Object-oriented programming, typified by languages such as Smalltalk and C + +, consists of two major ideas: a program consists of a network of objects that communicate by message passing, and these objects obtain many of their attributes by inheritance.

The second of these ideas is an outgrowth of AI research into frame representation languages, 5,6 and it is the one AAL employs. Objects can have more than one feature, and features may themselves have features, allowing an interconnecting web of inheritance. As in standard object-oriented programming languages, inheritance facilitates the abstraction of common behaviors and properties.

LISP

LISP's enormous power derives from several sources. One source is LISP's ability to model a wide variety of abstractions using higher-order procedures, a feature best exemplified in the Scheme dialect but also available to a large extent in Common LISP. I use this ability to implement streams, a data type crucial to AAL's implementation.

Other sources of power are LISP's great syntactic flexibility and list-processing power. Using these, it is possible to implement languages on top of LISP very easily, without the need for bulky and complex lexical analyzers and parsers. Instead, you let LISP's macros and READ function take care of that tedium and work at the much more convenient level of lists. And because LISP's interpreter is always present, even when AAL programs are running, you can easily allow AAL programs to escape into LISP, thereby in effect making AAL a superset of LISP.

Implementing AAL

There are numerous interesting aspects of AAL's implementation, but here I only have space to discuss a few of them. The most difficult and interesting part is the deductive retriever, or deducer as it's called in AAL, so I'll consider that first,

Listing Two, page 58, shows the entire code for the deducer. The interface to the rest of AAL consists of the four functions assert, retract, deduce, and deduce-pattern. Assert is responsible for adding a fact or rule to the database. It only adds something if it is not already present. If it does add a fact, assert checks the left-hand sides of the forward rules to see if any apply and executes the actions of all those that do apply.
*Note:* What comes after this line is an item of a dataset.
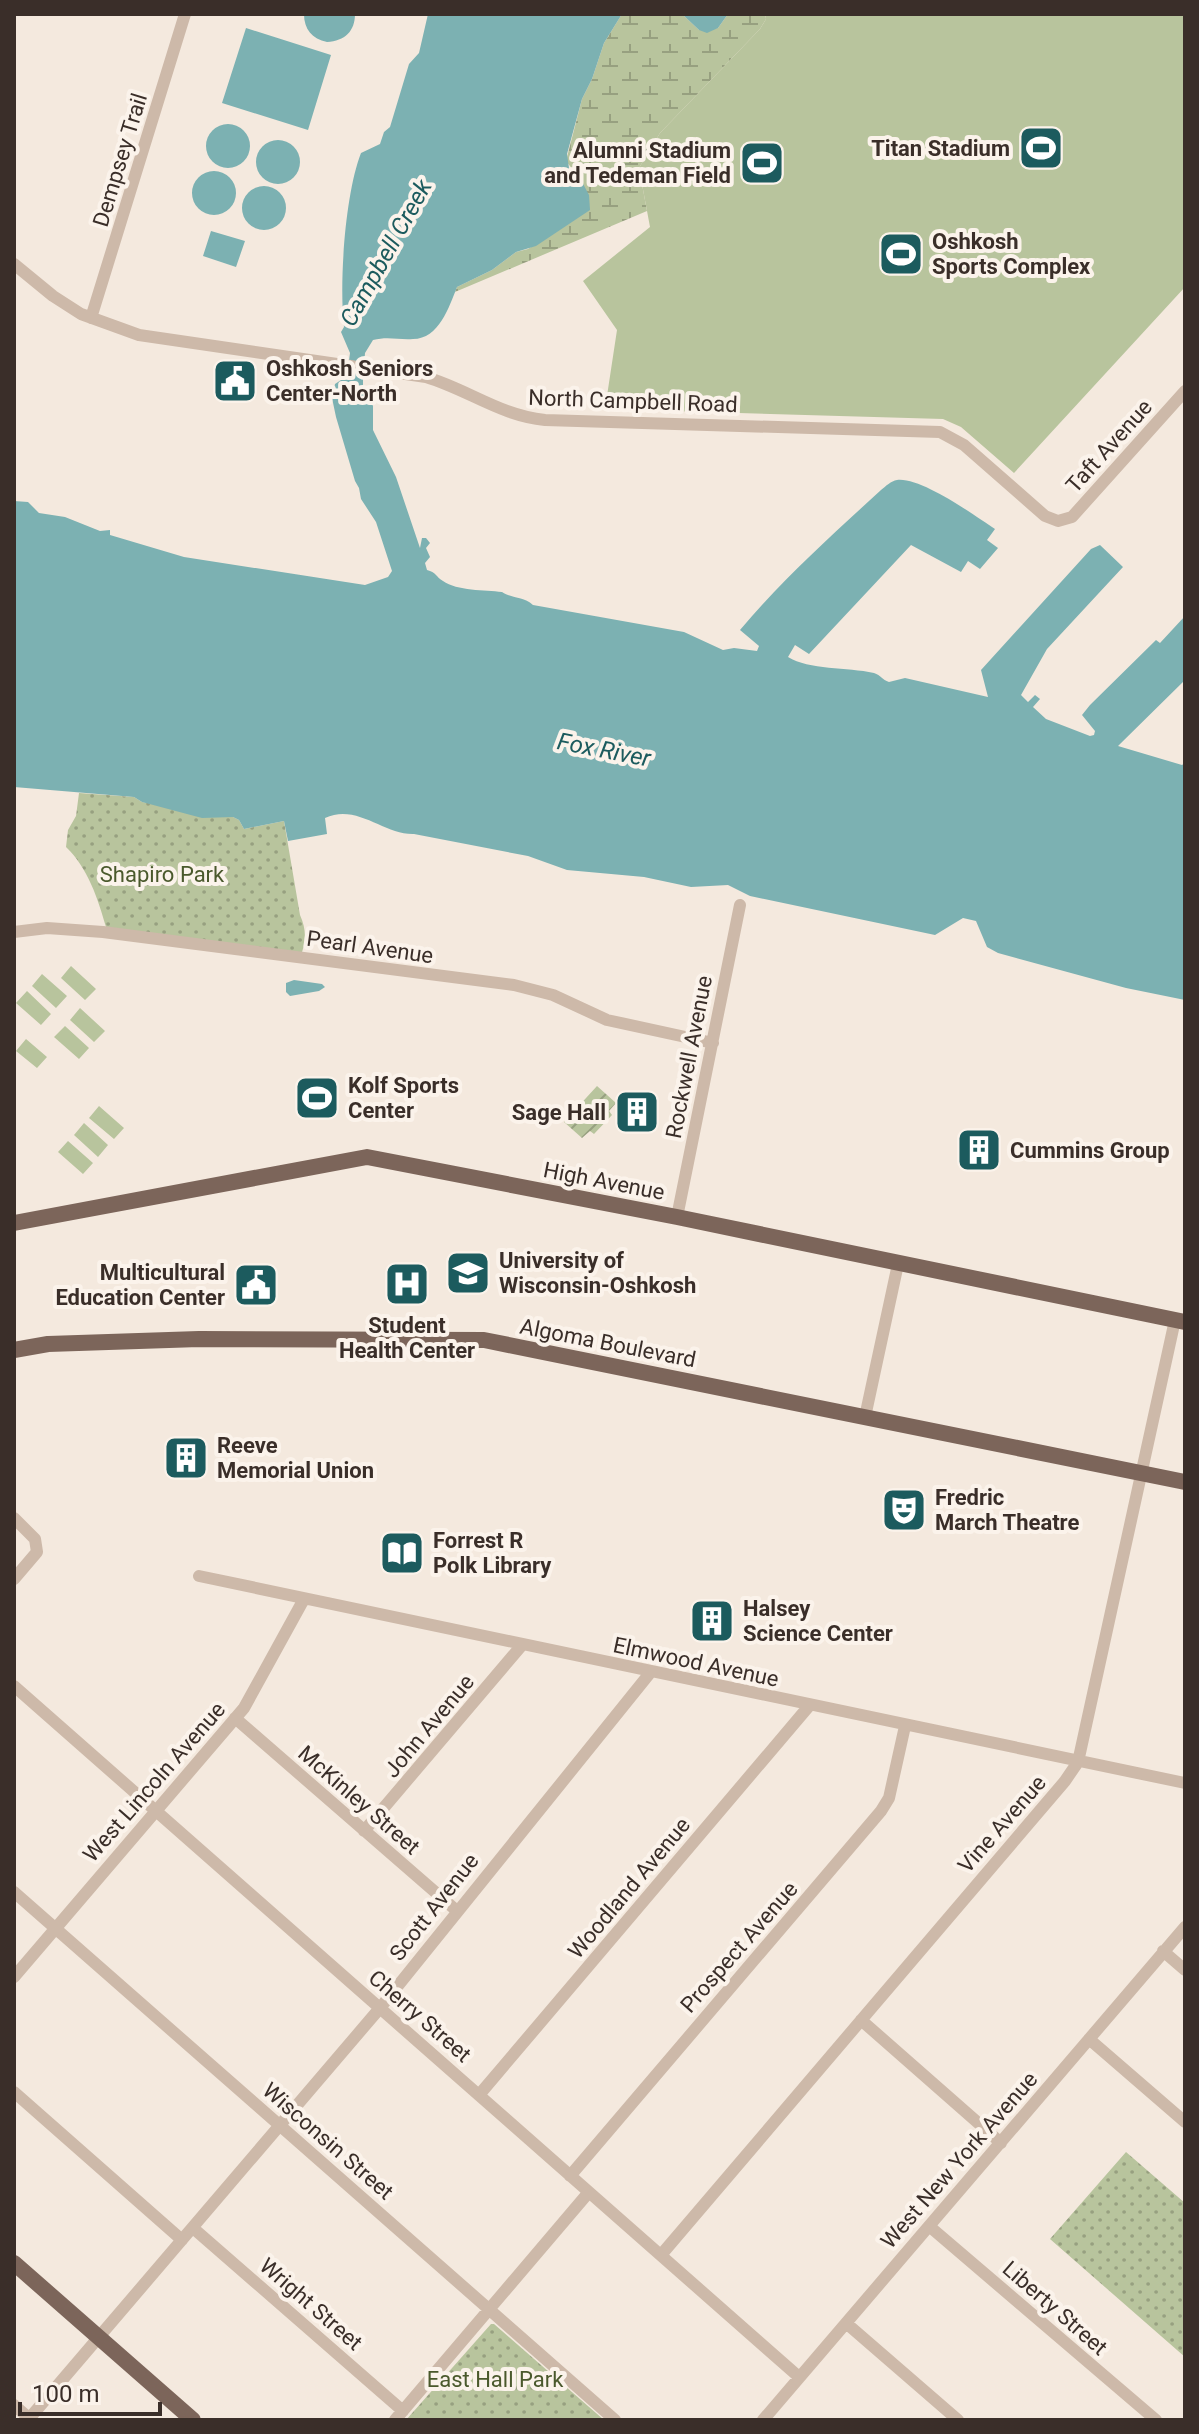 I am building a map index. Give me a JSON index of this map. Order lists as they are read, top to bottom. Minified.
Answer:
{"streets":{"main road":["High Avenue","Algoma Boulevard"],"street":["Dempsey Trail","North Campbell Road","Taft Avenue","Pearl Avenue","Rockwell Avenue","Elmwood Avenue","John Avenue","West Lincoln Avenue","McKinley Street","Vine Avenue","Woodland Avenue","Scott Avenue","Prospect Avenue","Cherry Street","Wisconsin Street","West New York Avenue","Wright Street","Liberty Street"]},"crossings":[["Dempsey Trail","North Campbell Road"],["North Campbell Road","Taft Avenue"],["Pearl Avenue","Rockwell Avenue"],["Rockwell Avenue","High Avenue"],["High Avenue","Vine Avenue"],["Algoma Boulevard","Vine Avenue"],["Elmwood Avenue","John Avenue"],["Elmwood Avenue","West Lincoln Avenue"],["Elmwood Avenue","Vine Avenue"],["Elmwood Avenue","Woodland Avenue"],["Elmwood Avenue","Scott Avenue"],["Elmwood Avenue","Prospect Avenue"],["John Avenue","McKinley Street"],["West Lincoln Avenue","McKinley Street"],["West Lincoln Avenue","Cherry Street"],["West Lincoln Avenue","Wisconsin Street"],["McKinley Street","Scott Avenue"],["Vine Avenue","Cherry Street"],["Woodland Avenue","Cherry Street"],["Scott Avenue","Cherry Street"],["Scott Avenue","Wisconsin Street"],["Scott Avenue","Wright Street"],["Prospect Avenue","Cherry Street"],["Cherry Street","West New York Avenue"],["West New York Avenue","Liberty Street"]],"water":["Campbell Creek","Fox River"],"parks":["Shapiro Park","East Hall Park"],"places":{"sports":["Titan Stadium","Alumni Stadium and Tedeman Field","Oshkosh Sports Complex","Kolf Sports Center"],"public building":["Oshkosh Seniors Center-North","Multicultural Education Center"],"building":["Sage Hall","Cummins Group","Reeve Memorial Union","Halsey Science Center"],"school or university":["University of Wisconsin-Oshkosh"],"hospital":["Student Health Center"],"theatre":["Fredric March Theatre"],"library":["Forrest R Polk Library"]},"scale_bar":"100 m"}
Retract removes a fact or rule from the database if it is there. AAL also allows rules to trigger when facts are retracted, and retract handles this.

Deduce and deduce-pattern are far more complicated, so I'll look at them in great detail. Deduce takes two arguments a list of patterns that make up the query and a list of variable bindings. Deduce augments the list of bindings it is given initially with bindings for variables in the pattern list and returns a stream of augmented variable bindings. II will explain streams later; for now you can think of them as lists.) From these augmented bindings, the caller of deduce can obtain values for the variables in the query. The pattern list is taken as a conjunction, so if called with the list ((in *x *y( (in *y *z)), deduce will return a stream of all bindings for x *y and z that satisfy both patterns.
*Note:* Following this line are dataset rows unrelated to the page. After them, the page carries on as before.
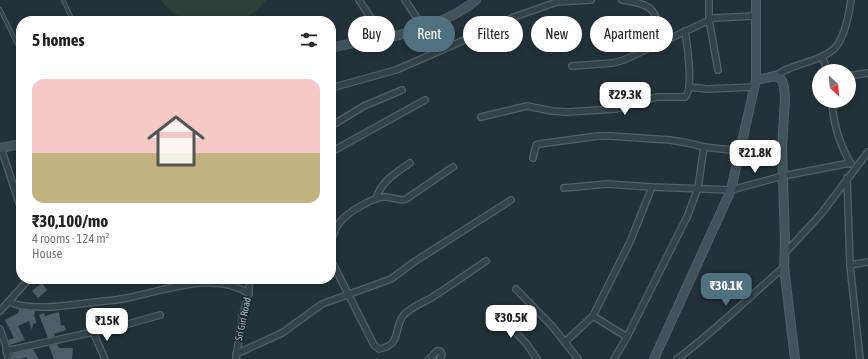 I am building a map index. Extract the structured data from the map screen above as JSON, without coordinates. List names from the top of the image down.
{
  "streets": {
    "street": ["Sri Giri Road"]
  },
  "north": "bottom right",
  "page": {
    "chip": [
      "Buy",
      "Rent",
      "Filters",
      "New",
      "Apartment"
    ],
    "heading": "5 homes",
    "list": [
      {
        "name": "₹30,100/mo",
        "note": "4 rooms · 124 m² · House"
      }
    ],
    "price": [
      "₹29.3K",
      "₹21.8K",
      "₹30.1K",
      "₹30.5K",
      "₹15K"
    ]
  }
} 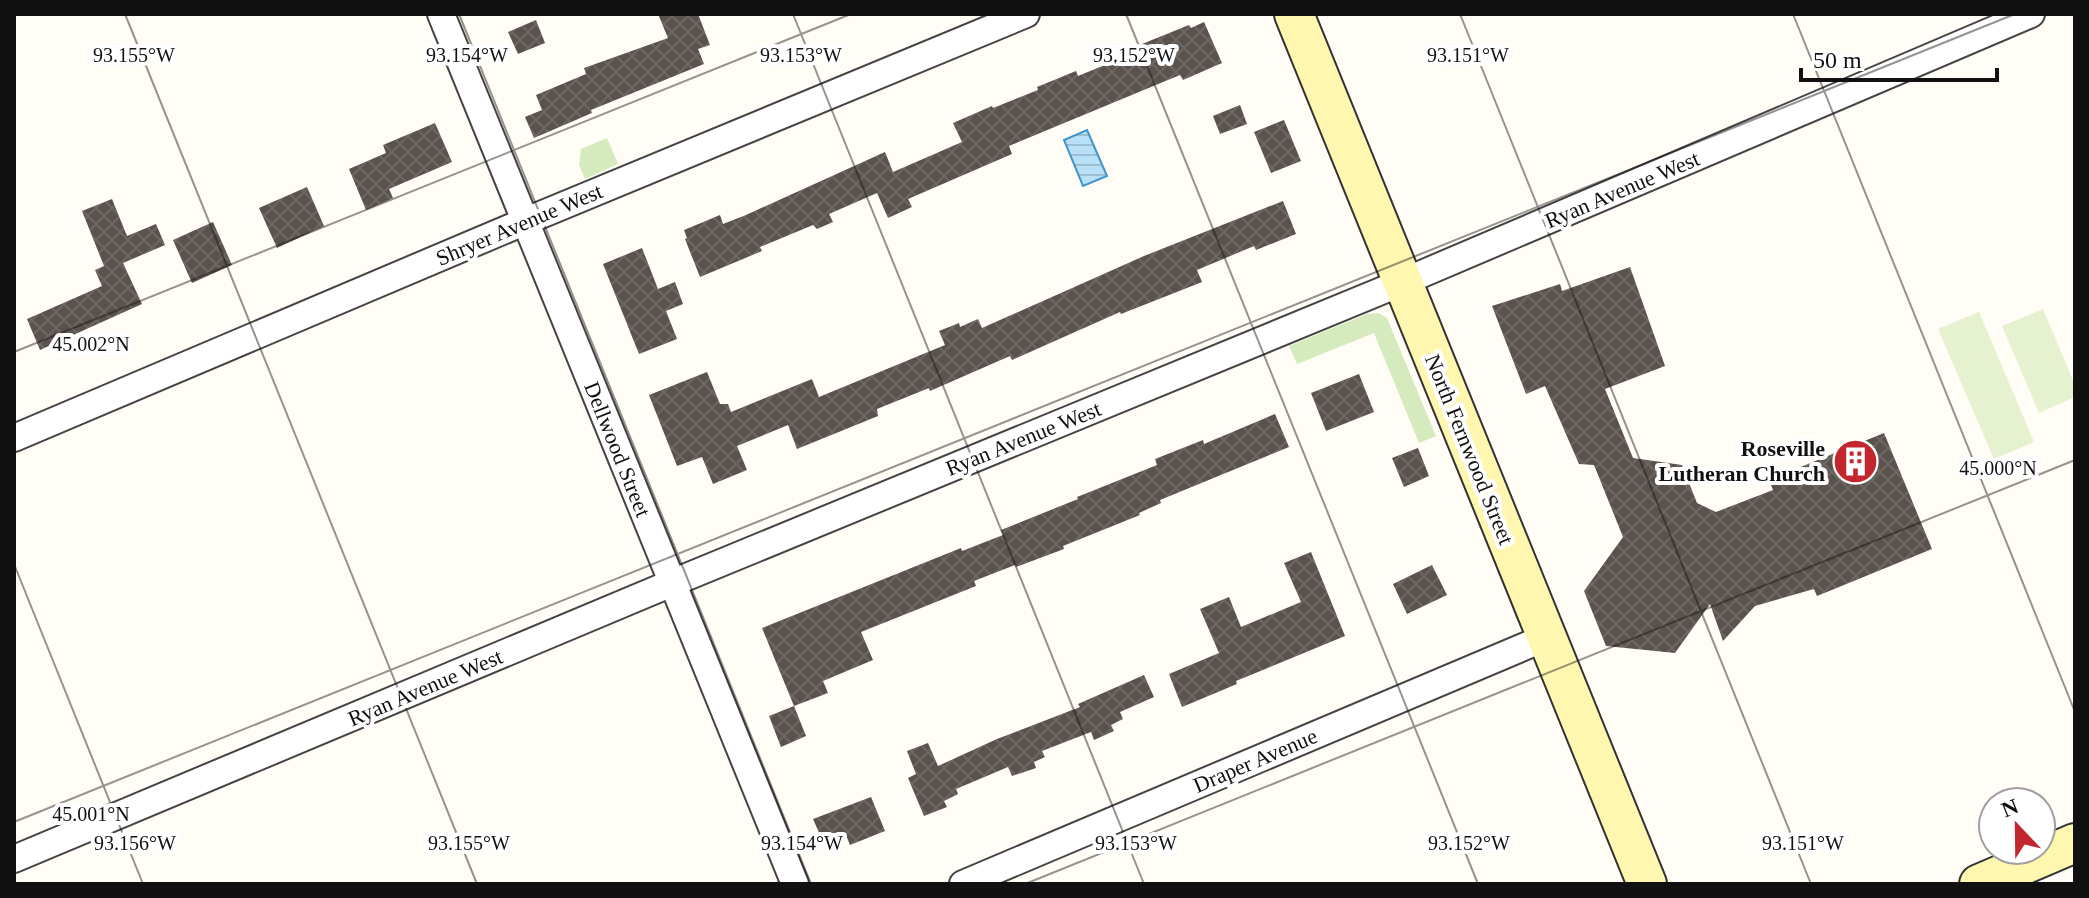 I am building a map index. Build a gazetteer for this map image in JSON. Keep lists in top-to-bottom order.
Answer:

Deduce begins by checking to see if the list of patterns is empty; if so, the query is trivially true and deduce returns a single-element stream consisting of the current bindings. Again, you can think of stream operations such as stream-cons as their list equivalents, and you can treat *empty-stream* as nil.
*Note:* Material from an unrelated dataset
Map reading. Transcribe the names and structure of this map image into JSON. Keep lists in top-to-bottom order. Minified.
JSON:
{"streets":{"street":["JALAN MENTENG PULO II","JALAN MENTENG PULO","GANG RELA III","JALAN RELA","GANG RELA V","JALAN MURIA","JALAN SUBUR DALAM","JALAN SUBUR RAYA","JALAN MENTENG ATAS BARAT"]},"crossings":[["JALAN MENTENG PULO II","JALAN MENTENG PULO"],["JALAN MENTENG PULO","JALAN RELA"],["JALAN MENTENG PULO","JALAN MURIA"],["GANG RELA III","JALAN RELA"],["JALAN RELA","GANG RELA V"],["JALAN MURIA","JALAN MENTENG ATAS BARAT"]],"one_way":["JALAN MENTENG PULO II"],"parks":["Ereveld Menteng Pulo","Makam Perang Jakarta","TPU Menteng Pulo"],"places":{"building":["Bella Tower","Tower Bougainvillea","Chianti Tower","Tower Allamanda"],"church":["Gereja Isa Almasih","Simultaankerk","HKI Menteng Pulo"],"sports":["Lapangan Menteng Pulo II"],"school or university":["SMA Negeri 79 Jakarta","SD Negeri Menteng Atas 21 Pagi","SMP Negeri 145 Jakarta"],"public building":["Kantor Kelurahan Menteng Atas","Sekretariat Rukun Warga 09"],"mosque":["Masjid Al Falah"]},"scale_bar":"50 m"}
If the list of patterns is not empty, deduce first obtains a stream of bindings satisfying the first pattern, using the deduce-pattern function. Then it calls itself recursively on the remaining patterns for each binding in that stream, appending all the resulting binding streams into one large stream (that is the function of stream-mapcan).

Deduce-pattern simply calls deduce-pat with the pattern, bindings, and a list of facts and rules from the database that might possibly unify with the pattern. In its simplest form, find-possible-unifiers could just return the entire database all the time; I will make use of a slightly more sophisticated indexing scheme that can cut down significantly on the number of facts and rules returned.

Deduce-pat takes a pattern, a list of bindings, and a list of possible unifiers and returns a stream of augmented binding lists. It first checks to see if there are any more possibilities. If not, it returns the empty stream, indicating failure. Otherwise, it takes the first possibility and tries to unify it with the pattern, renaming its variables first if necessary.

If the unification fails, deduce-pat calls itself recursively on the remaining possibilities. If the unification succeeds, deduce-pat calls deduce on the antecedents of the rule (which will be null if the rule is actually a fact and the bindings produced by the unification. It appends the resulting stream to the stream obtained from calling itself recursively on the remaining possibilities and returns the result. This call to stream-append, like the earlier call to stream-mapcan, is necessary to ensure that every possible binding of the query variables is found,

Several internal functions of the deducer deserve mention. The unify function takes two patterns and a set of bindings and tries to unify the patterns. It returns the bindings augmented with new ones if it can unify and the symbol fail if it can't. It proceeds by recursively cdring down the patterns, trying to match each element. Variables are handled by unify-var: unbound variables are bound and the match succeeds; bound variables are treated like their values, by calling unify-const. Unify-const just compares the two elements for equality, returning the existing bindings if they are equal and fail if not. This unifier does not handle patterns containing nested structures as does PROLOG's, but it could easily be modified to do so.

Variable bindings are implemented as LISP association lists (alists). The add-binding function just conses a new pair onto the binding list, and the var-value function uses LISP's built-in assoc function repeatedly to find the value at the end of the chain of bound variables.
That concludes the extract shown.